=== REQUIRED ACTION ===
Repeat, exactly and with no pictures, the lines that run from the beginning of the entries through the line containing "display:block; font-size:56px; line-height:68px".

*** DATA SHOWN

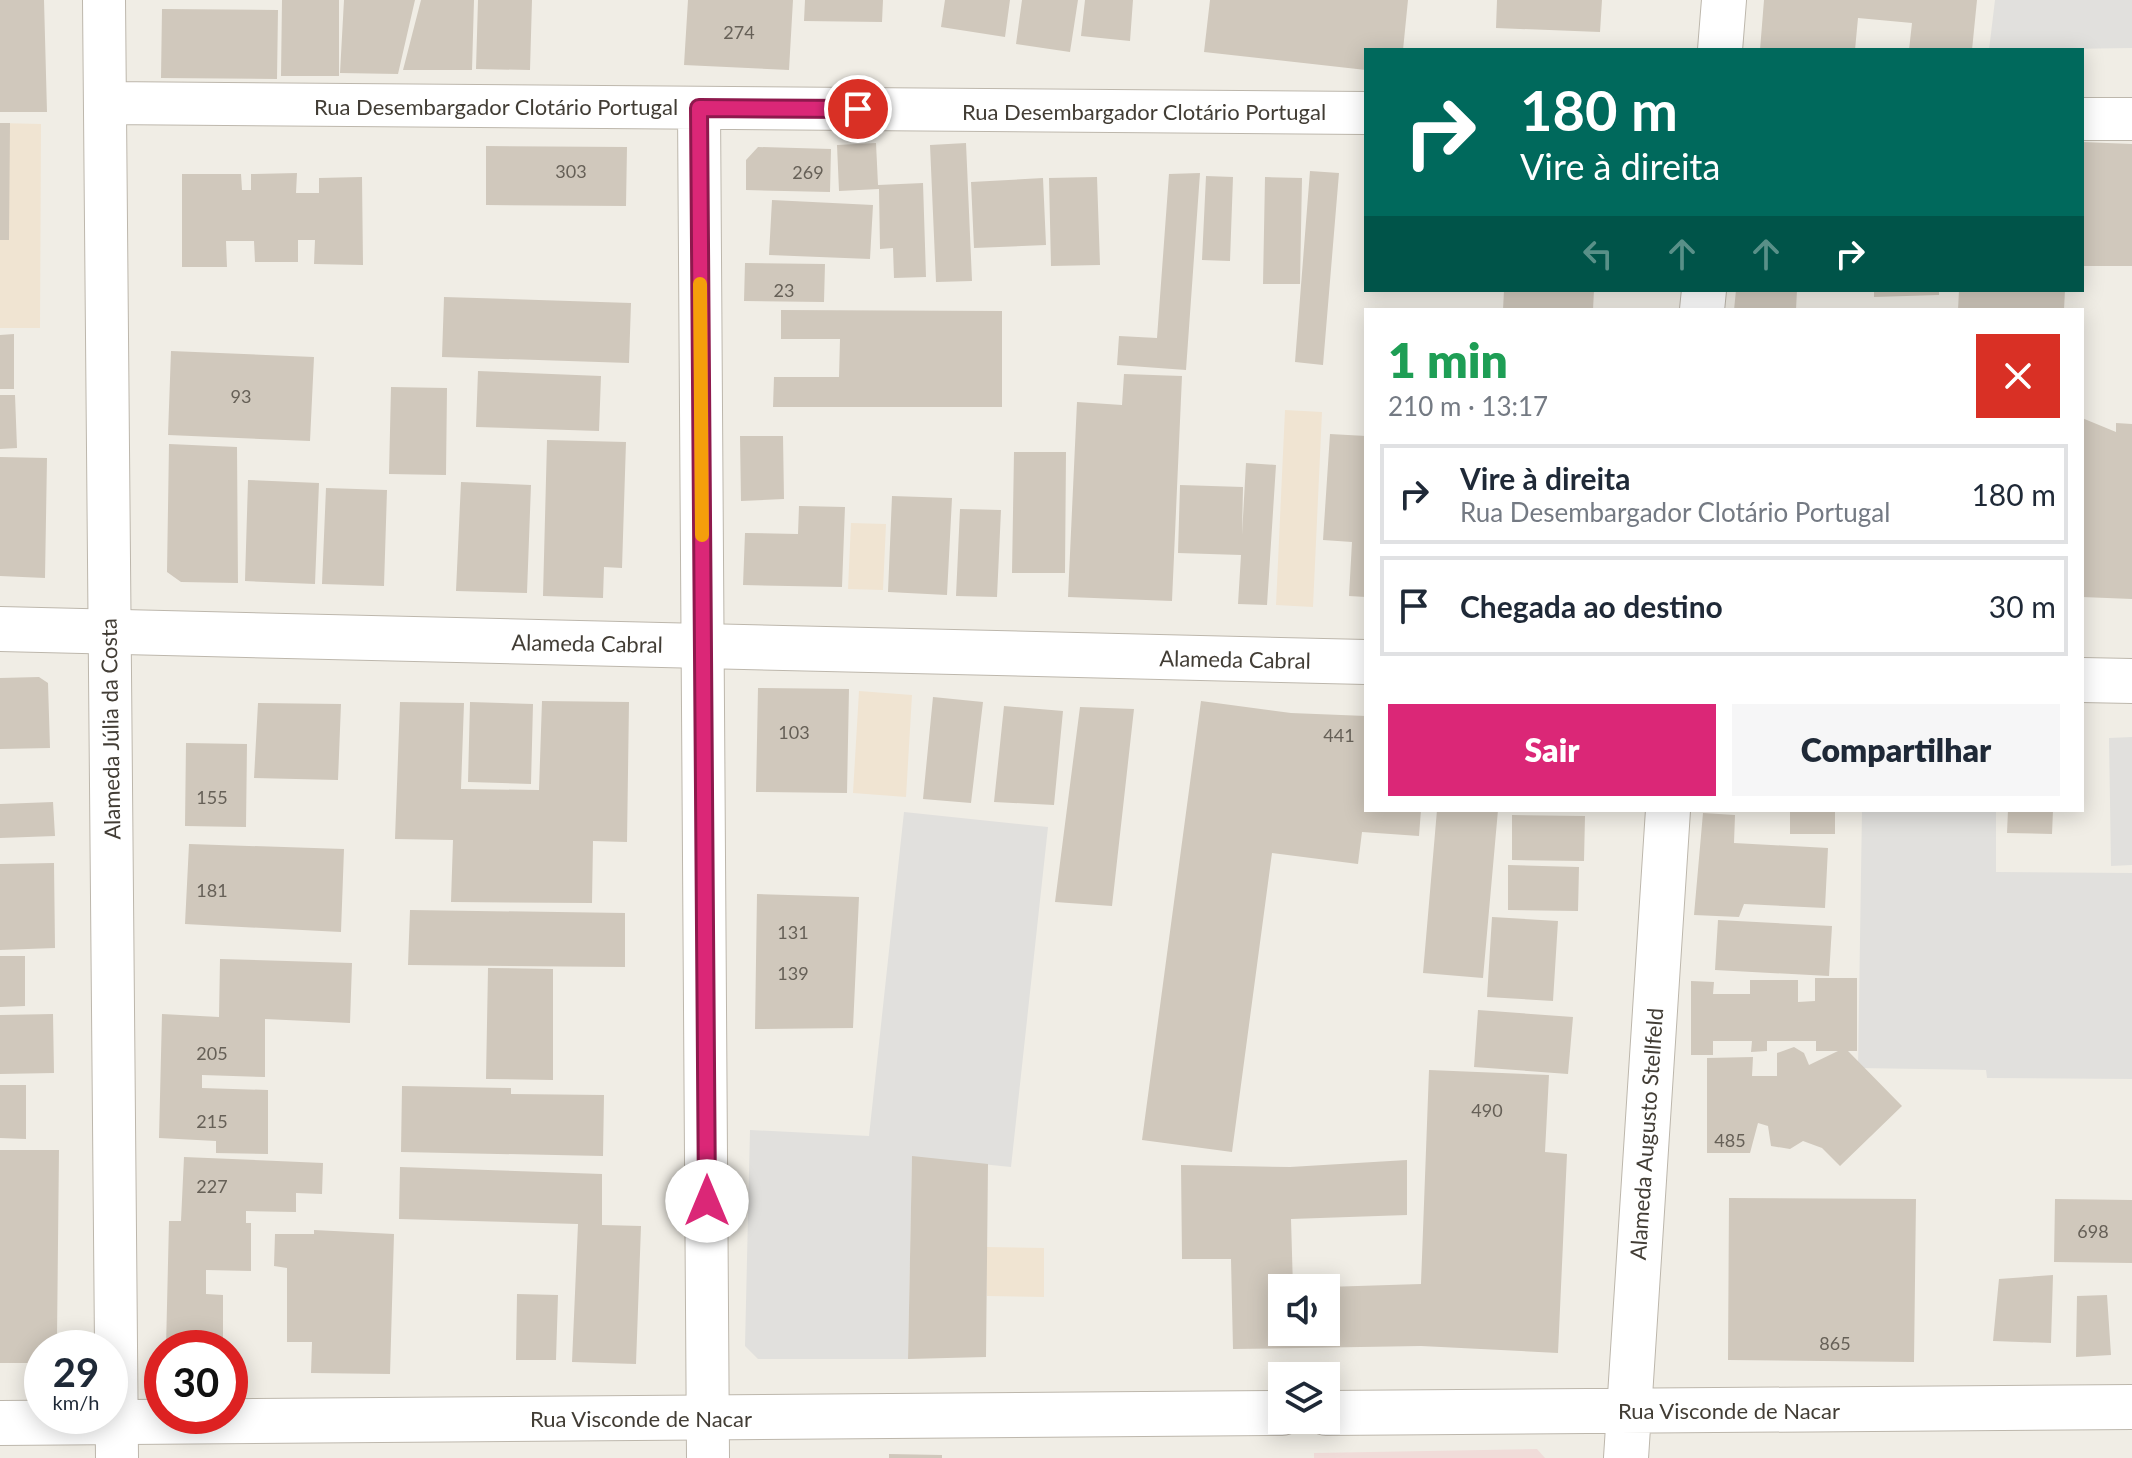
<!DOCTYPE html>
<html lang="pt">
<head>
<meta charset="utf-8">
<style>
	:root { --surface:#fff; --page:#f6f6f7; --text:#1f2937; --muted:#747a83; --line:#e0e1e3; --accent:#db2777 }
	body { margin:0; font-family:Lato,sans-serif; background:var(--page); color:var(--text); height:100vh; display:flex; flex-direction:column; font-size:30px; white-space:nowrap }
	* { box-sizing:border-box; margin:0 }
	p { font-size:26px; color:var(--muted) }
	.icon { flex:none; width:44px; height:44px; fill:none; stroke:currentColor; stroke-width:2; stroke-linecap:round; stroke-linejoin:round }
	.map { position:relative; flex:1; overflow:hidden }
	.panel { position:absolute; left:1364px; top:308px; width:720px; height:504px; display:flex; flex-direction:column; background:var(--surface); border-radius:0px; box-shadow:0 4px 20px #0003 }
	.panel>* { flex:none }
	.hud { position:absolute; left:1364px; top:48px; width:720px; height:244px; border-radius:0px; box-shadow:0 4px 20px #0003; background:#00695c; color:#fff; overflow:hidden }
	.controls { position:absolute; left:1268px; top:1274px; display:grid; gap:16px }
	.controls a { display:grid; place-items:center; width:72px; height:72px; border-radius:0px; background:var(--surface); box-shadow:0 4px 20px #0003; font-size:40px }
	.speed { position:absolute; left:24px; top:1330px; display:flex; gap:16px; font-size:40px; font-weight:700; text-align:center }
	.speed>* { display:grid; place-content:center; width:104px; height:104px; border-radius:50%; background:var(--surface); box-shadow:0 4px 20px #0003; line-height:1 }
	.speed small { font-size:20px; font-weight:400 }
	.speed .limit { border:12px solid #d22; background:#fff; color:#111 }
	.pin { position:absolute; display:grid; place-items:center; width:68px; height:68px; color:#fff; margin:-34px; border:4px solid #fff; border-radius:50%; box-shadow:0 2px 8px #0007 }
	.me { position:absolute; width:88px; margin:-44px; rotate:0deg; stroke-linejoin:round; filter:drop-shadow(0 0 6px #0008) }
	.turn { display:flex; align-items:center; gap:28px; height:168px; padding:0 24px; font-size:36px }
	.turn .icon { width:104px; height:104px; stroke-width:2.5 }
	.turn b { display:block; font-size:56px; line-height:68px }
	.lanes { display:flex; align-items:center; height:76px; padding:0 24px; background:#0003; justify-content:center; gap:40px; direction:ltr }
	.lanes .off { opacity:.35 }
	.round { display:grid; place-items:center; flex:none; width:84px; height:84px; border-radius:0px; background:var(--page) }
	.summary { display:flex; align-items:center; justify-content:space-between; height:136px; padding:0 24px }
	h1 { font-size:48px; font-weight:800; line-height:60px; color:#1e9e55 }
	.primary-button { display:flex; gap:16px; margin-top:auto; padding:16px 24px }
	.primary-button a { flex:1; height:92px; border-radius:0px; background:var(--accent); color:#fff; font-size:32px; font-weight:800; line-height:92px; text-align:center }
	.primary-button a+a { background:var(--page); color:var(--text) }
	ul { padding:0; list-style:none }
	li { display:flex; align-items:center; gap:24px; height:100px; margin:0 16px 12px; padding:0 8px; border:4px solid var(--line); border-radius:0px }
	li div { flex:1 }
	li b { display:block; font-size:30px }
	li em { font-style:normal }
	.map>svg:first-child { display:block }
</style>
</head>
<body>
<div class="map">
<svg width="2132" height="1458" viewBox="0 0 2132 1458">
	<rect width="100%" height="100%" fill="#f0ede5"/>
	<!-- commercial -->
	<path fill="#f0e4d2" d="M0,123L41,124L40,328H0Z
		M1285,410L1322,412L1313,607L1276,605Z
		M851,523L886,524L883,590L848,589Z
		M859,691L912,695L906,797L853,793Z
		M986,1247L1044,1248V1297L987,1296Z"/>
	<!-- medical -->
	<path fill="#f0dcd9" d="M1537,1449L1545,1458H1314V1453Z"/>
	<!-- parking -->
	<path fill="#e1e0dd" d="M1995,0H2132V48L1989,50Z
		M2132,737V865L2111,866L2109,738Z
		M1862,810H1996V872L2132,873V1079L1987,1078L1986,1070L1858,1068Z
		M904,812L1048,827L1011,1167L912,1157L908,1359H758L745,1346L750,1130L869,1136Z"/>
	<!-- building -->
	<path fill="#d0c8bc" d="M0,0H44L47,112H0Z
		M282,0H339V76H281Z
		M344,0H415L398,74L340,73Z
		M421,0H474L472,70H403Z
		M478,0H532L530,70L476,69Z
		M688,0H793L789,70L684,65Z
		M805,0H883L882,22L804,21Z
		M945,0H1010L1005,37L941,27Z
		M1022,0H1078L1070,52L1016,44Z
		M1085,0H1133L1130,41L1081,36Z
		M1210,0H1408L1403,50H1366V70L1204,52Z
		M1497,0H1602L1600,32L1496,28Z
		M1764,0H1977L1972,50H1909L1912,23L1858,18L1855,50H1760Z
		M162,9L278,10L277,79L161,78Z
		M0,123H10L9,240H0Z
		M2082,142L2132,144V266H2082Z
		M876,143L878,185L923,183L926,277L894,278L893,248L880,249L879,189L839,191L837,145Z
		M966,143L972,281L936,282L930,145Z
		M486,146L627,147L626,206L486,205Z
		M758,147L831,149L830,192L746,190V160Z
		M1310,171L1339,173L1323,365L1295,362Z
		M297,173L296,193H319V178L362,177L363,265L314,264L315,240H298V262H255L254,241H226L227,267H182V174H241L242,190H251V174Z
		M1200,173L1186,370L1117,365L1119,336L1157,338L1169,174Z
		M1206,176L1233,177L1230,261L1202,260Z
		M1097,177L1100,265L1051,266L1049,178Z
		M1265,177L1302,178L1300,284H1263Z
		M1043,178L1046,245L974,248L971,182Z
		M772,200L873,205L870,259L769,255Z
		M745,263L825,264L824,302L744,301Z
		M1504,290H1594L1593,310H1503Z
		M1736,290H1797L1796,310H1734Z
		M1874,290H1939V295L1874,297Z
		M1959,290H2065L2064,310H1958Z
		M444,297L631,303L629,363L442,357Z
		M781,310L1002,311V407H773L774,377H839L840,339H781Z
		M14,334V389H0V335Z
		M171,351L314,357L310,441L168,435Z
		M478,371L601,376L599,431L476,427Z
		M1124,374L1182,376L1172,601L1068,597L1077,402L1122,405Z
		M391,387L447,388L446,475L389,474Z
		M0,395H15L17,448L0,449Z
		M2082,418L2116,432V423L2132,424V599L2082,597Z
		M1330,434L1366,436V597L1349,596L1352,542L1323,540Z
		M740,436H783L784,499L741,501Z
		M547,440L626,442L622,568L604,567L603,598L543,596Z
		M169,444L237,447L238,583L181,582L167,572Z
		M1014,452H1066L1065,573H1012Z
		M0,457L47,458L45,578L0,576Z
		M1246,463L1276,465L1267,605L1238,604L1241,555L1178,553L1180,485L1243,487L1242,535Z
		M248,480L319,483L315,584L245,581Z
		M461,482L531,485L527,593L456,591Z
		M326,488L387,490L384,586L322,584Z
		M892,496L952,498L947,595L888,592Z
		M799,506L845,507L842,587L743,585L745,533L798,534Z
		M960,509L1001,510L997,597L956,596Z
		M39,677L48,683L50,748L0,749V678Z
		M758,688L849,689L847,793L756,792Z
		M933,697L983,702L971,803L923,799Z
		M542,701L629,702L627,842L593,841L592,903L451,902L453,840L395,839L400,702L464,703L461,789L539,790Z
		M1201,701L1291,713L1366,716V810H1421L1419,836L1362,832L1358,864L1272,853L1232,1152L1142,1140Z
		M470,702L533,704L531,784L468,782Z
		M258,703L341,704L338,780L254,778Z
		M1004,706L1063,711L1054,805L994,802Z
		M1080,707L1134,709L1112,906L1055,902Z
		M186,743L247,744L246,827L185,826Z
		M53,802L55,836L0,838V804Z
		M1437,810H1498L1483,978L1423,973Z
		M1790,810H1835V834H1790Z
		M2008,810H2053L2052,834L2007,833Z
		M1703,813L1735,815L1734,843L1828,848L1825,908L1744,904L1739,917L1694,915Z
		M1512,815L1585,816L1584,861L1512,860Z
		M189,844L344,849L341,932L185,924Z
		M54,863L55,948L0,950V864Z
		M1508,865L1579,867L1578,911L1508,910Z
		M757,894L859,897L853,1028L755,1029Z
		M410,910L625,913V967L408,965Z
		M1492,917L1558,921L1553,1001L1487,997Z
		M1718,920L1832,926L1829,976L1715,970Z
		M0,956H25V1006L0,1007Z
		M220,959L352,963L350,1023L265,1019V1077L202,1075V1088L268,1090V1154L216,1153V1141L159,1138L162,1014L219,1017Z
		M488,968L553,969V1080L486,1079Z
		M1815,978H1857V1051H1848L1902,1106L1840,1166L1822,1148L1803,1141L1790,1149L1771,1146L1768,1126L1758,1123L1750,1153H1707V1058L1753,1057L1752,1076H1777V1053L1794,1047L1804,1053L1809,1065L1838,1051H1816V1041H1767V1051L1751,1052L1752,1041H1713V1055H1691V981L1714,982L1713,994H1750V980H1798V1002L1815,1001Z
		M1478,1010L1573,1017L1568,1074L1474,1067Z
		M53,1014L54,1073L0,1074V1015Z
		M1429,1070L1549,1075L1545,1152L1567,1154L1558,1353L1421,1346L1233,1349L1231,1259H1182L1181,1165L1290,1167L1407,1160V1215L1291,1219L1293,1288H1282V1332H1326V1287L1421,1284Z
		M0,1085H26V1139L0,1138Z
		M402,1086L511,1088V1094L604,1095L603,1156L401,1152Z
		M0,1150H59L57,1338L54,1348H42V1363H0Z
		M912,1156L988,1164L986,1357L908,1359Z
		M184,1157L323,1163L322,1194L296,1193V1212L246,1211V1223H251V1271L206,1270V1294L223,1295V1348H166L169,1221H181Z
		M400,1167L602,1174V1225L641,1226L636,1364L572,1362L578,1224L399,1219Z
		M1729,1198L1916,1199L1914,1362L1728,1360Z
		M2055,1199L2132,1200V1263L2054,1262Z
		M314,1230L394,1234L390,1374L311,1373L312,1342H287V1268L274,1266L275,1234H314Z
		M2053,1275L2051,1343L1993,1341L1999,1279Z
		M517,1294L558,1295L556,1360H516Z
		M2107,1295L2111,1355L2076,1357L2077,1296Z
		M889,1454L942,1455V1458H889Z"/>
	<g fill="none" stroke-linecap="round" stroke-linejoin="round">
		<defs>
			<path id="minor" d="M104,0L117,1458
				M106,103L1366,113
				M699,108L708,1458
				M2082,119H2132"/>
			<path id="tertiary" d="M1720,50L1724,0
				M1702,310L1704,290
				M0,629L1366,662
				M2082,680L2132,681
				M1326,1413L2132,1407
				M0,1423L1282,1413
				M1626,1458L1668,810"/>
		</defs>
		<!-- minor casing -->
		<use href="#minor" stroke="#bdb7ac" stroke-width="44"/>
		<!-- tertiary casing -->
		<use href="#tertiary" stroke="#bdb7ac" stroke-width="46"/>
		<!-- minor -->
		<use href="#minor" stroke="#fff" stroke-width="42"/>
		<!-- tertiary -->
		<use href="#tertiary" stroke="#fff" stroke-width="44"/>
	</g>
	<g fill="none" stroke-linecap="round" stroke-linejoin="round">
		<defs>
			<path id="route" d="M707,1201L699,108L858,109"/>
		</defs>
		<!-- route casing -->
		<use href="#route" stroke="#8e194d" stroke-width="20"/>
		<!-- route -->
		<use href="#route" stroke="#db2777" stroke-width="14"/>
		<!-- slow -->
		<path stroke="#f59e0b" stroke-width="14" d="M700,284L702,535"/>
	</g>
	<g text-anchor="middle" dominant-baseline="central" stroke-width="7" stroke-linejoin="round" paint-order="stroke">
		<!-- number labels -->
		<g font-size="18" fill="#666057">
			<text x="739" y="32">274</text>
			<text x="571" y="171">303</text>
			<text x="808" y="172">269</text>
			<text x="784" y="290">23</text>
			<text x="241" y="396">93</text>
			<text x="794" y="732">103</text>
			<text x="1339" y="735">441</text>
			<text x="212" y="797">155</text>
			<text x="212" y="890">181</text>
			<text x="793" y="932">131</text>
			<text x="793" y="973">139</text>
			<text x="212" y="1053">205</text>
			<text x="1487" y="1110">490</text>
			<text x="212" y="1121">215</text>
			<text x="1730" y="1140">485</text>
			<text x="212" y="1186">227</text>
			<text x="2093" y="1231">698</text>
			<text x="1835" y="1343">865</text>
		</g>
		<!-- street labels -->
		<g font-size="22" fill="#423d35" stroke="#fff">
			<text x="496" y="106">Rua Desembargador Clotário Portugal</text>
			<text x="1144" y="111">Rua Desembargador Clotário Portugal</text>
			<text transform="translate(587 643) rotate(1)">Alameda Cabral</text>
			<text transform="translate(1235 659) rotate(1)">Alameda Cabral</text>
			<text transform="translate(110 729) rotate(-91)">Alameda Júlia da Costa</text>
			<text transform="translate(1646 1134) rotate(-86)">Alameda Augusto Stellfeld</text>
			<text x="1729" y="1410">Rua Visconde de Nacar</text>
			<text x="641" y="1418">Rua Visconde de Nacar</text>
		</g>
	</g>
</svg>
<div class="controls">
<a><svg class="icon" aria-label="sound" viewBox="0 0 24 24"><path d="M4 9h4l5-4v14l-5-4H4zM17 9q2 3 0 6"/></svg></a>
<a><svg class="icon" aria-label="layers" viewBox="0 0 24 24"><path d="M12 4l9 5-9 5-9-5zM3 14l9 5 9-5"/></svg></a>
</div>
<div class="speed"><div>29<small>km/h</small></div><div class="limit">30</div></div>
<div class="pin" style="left:858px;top:109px;background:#d93025"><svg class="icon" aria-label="arrive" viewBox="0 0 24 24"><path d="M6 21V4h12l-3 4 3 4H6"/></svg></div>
<svg class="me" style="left:707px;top:1201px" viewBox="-20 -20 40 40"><circle r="19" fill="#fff"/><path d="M0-13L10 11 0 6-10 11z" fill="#db2777"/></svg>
<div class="hud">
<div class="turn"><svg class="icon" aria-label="right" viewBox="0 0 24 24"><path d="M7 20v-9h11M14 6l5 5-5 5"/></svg><div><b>180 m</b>Vire à direita</div></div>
<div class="lanes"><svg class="icon off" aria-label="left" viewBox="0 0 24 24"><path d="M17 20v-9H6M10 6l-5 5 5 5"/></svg><svg class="icon off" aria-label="ahead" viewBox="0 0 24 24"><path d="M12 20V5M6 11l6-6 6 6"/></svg><svg class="icon off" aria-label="ahead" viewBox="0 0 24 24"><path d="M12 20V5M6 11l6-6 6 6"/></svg><svg class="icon" aria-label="right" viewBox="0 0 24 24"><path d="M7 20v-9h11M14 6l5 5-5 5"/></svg></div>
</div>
<section class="panel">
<div class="summary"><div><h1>1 min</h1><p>210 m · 13:17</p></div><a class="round" style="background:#d93025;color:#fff"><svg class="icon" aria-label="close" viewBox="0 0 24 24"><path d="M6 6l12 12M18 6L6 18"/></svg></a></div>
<ul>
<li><svg class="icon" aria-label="right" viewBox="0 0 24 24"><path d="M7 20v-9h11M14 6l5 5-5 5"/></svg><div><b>Vire à direita</b><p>Rua Desembargador Clotário Portugal</p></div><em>180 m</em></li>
<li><svg class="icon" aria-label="arrive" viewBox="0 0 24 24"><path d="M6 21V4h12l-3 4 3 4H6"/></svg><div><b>Chegada ao destino</b></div><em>30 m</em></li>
</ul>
<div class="primary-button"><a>Sair</a><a>Compartilhar</a></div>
</section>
</div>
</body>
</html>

******

=== ANSWER BOX ===
<!DOCTYPE html>
<html lang="pt">
<head>
<meta charset="utf-8">
<style>
	:root { --surface:#fff; --page:#f6f6f7; --text:#1f2937; --muted:#747a83; --line:#e0e1e3; --accent:#db2777 }
	body { margin:0; font-family:Lato,sans-serif; background:var(--page); color:var(--text); height:100vh; display:flex; flex-direction:column; font-size:30px; white-space:nowrap }
	* { box-sizing:border-box; margin:0 }
	p { font-size:26px; color:var(--muted) }
	.icon { flex:none; width:44px; height:44px; fill:none; stroke:currentColor; stroke-width:2; stroke-linecap:round; stroke-linejoin:round }
	.map { position:relative; flex:1; overflow:hidden }
	.panel { position:absolute; left:1364px; top:308px; width:720px; height:504px; display:flex; flex-direction:column; background:var(--surface); border-radius:0px; box-shadow:0 4px 20px #0003 }
	.panel>* { flex:none }
	.hud { position:absolute; left:1364px; top:48px; width:720px; height:244px; border-radius:0px; box-shadow:0 4px 20px #0003; background:#00695c; color:#fff; overflow:hidden }
	.controls { position:absolute; left:1268px; top:1274px; display:grid; gap:16px }
	.controls a { display:grid; place-items:center; width:72px; height:72px; border-radius:0px; background:var(--surface); box-shadow:0 4px 20px #0003; font-size:40px }
	.speed { position:absolute; left:24px; top:1330px; display:flex; gap:16px; font-size:40px; font-weight:700; text-align:center }
	.speed>* { display:grid; place-content:center; width:104px; height:104px; border-radius:50%; background:var(--surface); box-shadow:0 4px 20px #0003; line-height:1 }
	.speed small { font-size:20px; font-weight:400 }
	.speed .limit { border:12px solid #d22; background:#fff; color:#111 }
	.pin { position:absolute; display:grid; place-items:center; width:68px; height:68px; color:#fff; margin:-34px; border:4px solid #fff; border-radius:50%; box-shadow:0 2px 8px #0007 }
	.me { position:absolute; width:88px; margin:-44px; rotate:0deg; stroke-linejoin:round; filter:drop-shadow(0 0 6px #0008) }
	.turn { display:flex; align-items:center; gap:28px; height:168px; padding:0 24px; font-size:36px }
	.turn .icon { width:104px; height:104px; stroke-width:2.5 }
	.turn b { display:block; font-size:56px; line-height:68px }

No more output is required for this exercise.